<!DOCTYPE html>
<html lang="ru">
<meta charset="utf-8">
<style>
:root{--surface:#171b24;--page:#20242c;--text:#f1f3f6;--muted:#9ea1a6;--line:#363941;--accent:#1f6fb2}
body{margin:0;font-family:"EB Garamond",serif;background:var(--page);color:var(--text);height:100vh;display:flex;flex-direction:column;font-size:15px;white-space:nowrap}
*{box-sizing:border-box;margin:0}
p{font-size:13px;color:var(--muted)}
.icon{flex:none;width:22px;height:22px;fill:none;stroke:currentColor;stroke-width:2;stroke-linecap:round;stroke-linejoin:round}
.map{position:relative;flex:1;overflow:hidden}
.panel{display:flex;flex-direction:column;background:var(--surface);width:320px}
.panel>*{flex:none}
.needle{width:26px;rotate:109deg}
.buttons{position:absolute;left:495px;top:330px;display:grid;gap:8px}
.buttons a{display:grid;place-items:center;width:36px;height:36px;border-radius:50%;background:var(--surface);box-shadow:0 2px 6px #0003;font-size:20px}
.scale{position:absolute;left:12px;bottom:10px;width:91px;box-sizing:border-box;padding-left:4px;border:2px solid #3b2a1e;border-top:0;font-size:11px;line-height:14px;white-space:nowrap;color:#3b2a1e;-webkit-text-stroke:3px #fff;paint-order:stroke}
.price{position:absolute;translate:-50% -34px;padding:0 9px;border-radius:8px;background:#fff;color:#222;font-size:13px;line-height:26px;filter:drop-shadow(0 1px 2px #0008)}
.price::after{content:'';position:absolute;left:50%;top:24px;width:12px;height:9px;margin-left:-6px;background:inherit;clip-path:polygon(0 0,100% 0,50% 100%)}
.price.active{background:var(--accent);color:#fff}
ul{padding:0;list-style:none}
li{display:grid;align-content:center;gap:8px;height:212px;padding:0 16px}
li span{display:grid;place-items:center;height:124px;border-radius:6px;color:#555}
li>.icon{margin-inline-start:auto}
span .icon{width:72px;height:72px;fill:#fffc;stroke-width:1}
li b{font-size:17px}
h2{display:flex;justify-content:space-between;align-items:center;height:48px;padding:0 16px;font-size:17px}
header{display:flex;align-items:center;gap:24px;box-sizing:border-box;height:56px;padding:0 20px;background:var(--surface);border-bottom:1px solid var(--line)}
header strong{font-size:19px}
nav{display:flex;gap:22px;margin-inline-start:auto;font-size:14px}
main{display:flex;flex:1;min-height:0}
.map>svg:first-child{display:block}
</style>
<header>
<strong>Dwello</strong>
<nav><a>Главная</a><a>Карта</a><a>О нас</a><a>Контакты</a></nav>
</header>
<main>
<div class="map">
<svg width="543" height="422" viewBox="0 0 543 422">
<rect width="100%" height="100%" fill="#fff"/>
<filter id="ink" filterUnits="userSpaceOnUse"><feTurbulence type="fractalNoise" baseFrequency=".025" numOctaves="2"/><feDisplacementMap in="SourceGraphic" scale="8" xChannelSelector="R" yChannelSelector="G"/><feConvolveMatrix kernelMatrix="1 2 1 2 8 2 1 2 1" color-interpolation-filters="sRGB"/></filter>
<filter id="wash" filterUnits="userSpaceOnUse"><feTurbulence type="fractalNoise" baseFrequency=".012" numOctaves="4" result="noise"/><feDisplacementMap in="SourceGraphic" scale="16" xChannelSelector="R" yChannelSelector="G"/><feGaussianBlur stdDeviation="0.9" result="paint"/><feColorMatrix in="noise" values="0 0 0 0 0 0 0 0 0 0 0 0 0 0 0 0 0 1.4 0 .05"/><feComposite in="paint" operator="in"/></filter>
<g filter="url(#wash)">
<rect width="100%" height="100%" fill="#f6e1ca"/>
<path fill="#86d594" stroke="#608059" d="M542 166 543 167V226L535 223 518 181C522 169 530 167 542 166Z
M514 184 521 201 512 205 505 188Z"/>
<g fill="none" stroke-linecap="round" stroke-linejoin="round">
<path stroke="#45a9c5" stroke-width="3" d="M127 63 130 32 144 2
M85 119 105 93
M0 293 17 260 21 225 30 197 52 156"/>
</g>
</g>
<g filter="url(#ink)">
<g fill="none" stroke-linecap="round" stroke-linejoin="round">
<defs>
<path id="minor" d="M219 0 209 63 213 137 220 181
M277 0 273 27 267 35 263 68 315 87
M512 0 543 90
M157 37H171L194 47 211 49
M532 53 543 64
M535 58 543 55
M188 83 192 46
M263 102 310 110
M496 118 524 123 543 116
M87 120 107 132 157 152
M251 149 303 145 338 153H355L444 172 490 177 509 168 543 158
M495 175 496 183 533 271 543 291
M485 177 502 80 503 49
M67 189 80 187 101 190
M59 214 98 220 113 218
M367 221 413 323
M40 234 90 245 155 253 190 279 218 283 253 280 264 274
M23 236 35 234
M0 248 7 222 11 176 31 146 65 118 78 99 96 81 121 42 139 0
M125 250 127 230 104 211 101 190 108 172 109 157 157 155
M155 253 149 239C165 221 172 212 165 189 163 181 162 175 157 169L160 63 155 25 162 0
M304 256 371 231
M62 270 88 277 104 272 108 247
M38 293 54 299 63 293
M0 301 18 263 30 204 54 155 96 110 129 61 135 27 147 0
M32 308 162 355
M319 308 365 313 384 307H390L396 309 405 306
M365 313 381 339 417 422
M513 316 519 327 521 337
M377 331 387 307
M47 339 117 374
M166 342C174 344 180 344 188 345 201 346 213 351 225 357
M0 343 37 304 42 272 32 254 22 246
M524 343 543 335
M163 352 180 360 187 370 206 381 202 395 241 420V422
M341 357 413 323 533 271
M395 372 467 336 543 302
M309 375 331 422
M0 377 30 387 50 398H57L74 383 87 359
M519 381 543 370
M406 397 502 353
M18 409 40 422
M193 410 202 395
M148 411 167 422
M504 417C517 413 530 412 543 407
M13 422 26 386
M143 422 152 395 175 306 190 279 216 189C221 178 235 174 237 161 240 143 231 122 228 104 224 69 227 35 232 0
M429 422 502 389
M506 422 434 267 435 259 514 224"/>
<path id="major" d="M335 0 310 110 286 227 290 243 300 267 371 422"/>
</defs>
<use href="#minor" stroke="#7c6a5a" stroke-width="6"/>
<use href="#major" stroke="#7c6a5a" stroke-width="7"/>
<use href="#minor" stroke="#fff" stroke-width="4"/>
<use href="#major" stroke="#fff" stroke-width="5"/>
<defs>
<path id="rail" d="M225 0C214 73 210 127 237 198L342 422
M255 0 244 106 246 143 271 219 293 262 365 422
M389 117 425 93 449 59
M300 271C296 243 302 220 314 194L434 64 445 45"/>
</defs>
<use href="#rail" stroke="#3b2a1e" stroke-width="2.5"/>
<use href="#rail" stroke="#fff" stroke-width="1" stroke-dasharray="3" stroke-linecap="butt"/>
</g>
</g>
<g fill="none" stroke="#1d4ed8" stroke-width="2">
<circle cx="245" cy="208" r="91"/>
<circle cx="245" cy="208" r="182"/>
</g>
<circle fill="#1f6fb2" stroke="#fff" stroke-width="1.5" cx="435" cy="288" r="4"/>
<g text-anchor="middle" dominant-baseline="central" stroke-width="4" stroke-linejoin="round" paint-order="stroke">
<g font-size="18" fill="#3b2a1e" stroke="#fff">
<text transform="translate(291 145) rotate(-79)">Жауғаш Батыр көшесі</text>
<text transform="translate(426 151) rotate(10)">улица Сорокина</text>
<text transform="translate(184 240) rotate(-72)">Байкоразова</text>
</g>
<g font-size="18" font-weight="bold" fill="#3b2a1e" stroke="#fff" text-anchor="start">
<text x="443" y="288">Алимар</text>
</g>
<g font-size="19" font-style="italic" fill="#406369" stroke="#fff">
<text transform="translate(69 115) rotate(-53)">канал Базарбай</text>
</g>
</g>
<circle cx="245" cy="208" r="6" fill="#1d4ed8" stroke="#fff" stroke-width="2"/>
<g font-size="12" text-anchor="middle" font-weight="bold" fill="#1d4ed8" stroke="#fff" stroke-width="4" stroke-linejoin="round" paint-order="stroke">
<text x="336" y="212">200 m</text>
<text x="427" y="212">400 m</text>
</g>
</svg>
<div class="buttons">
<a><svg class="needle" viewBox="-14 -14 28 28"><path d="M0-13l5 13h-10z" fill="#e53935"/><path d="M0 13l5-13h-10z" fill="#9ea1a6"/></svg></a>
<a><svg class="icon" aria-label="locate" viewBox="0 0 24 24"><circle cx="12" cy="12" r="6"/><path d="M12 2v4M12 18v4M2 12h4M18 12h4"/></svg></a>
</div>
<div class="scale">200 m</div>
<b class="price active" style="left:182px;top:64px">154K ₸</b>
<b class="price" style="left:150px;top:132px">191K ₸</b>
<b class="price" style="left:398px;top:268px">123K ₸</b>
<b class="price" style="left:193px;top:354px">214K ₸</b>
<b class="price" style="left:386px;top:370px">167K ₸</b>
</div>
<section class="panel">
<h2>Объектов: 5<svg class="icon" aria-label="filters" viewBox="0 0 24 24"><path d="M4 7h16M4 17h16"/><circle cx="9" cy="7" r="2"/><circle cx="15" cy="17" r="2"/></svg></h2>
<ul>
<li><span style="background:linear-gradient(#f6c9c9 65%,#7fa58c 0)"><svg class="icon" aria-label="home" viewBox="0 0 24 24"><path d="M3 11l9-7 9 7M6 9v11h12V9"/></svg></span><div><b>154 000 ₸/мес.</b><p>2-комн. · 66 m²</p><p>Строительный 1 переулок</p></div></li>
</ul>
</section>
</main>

**Exercise description**
Return every line from the material that contains the word "scale".

**Solution for this task**
.scale{position:absolute;left:12px;bottom:10px;width:91px;box-sizing:border-box;padding-left:4px;border:2px solid #3b2a1e;border-top:0;font-size:11px;line-height:14px;white-space:nowrap;color:#3b2a1e;-webkit-text-stroke:3px #fff;paint-order:stroke}
<filter id="ink" filterUnits="userSpaceOnUse"><feTurbulence type="fractalNoise" baseFrequency=".025" numOctaves="2"/><feDisplacementMap in="SourceGraphic" scale="8" xChannelSelector="R" yChannelSelector="G"/><feConvolveMatrix kernelMatrix="1 2 1 2 8 2 1 2 1" color-interpolation-filters="sRGB"/></filter>
<filter id="wash" filterUnits="userSpaceOnUse"><feTurbulence type="fractalNoise" baseFrequency=".012" numOctaves="4" result="noise"/><feDisplacementMap in="SourceGraphic" scale="16" xChannelSelector="R" yChannelSelector="G"/><feGaussianBlur stdDeviation="0.9" result="paint"/><feColorMatrix in="noise" values="0 0 0 0 0 0 0 0 0 0 0 0 0 0 0 0 0 1.4 0 .05"/><feComposite in="paint" operator="in"/></filter>
<div class="scale">200 m</div>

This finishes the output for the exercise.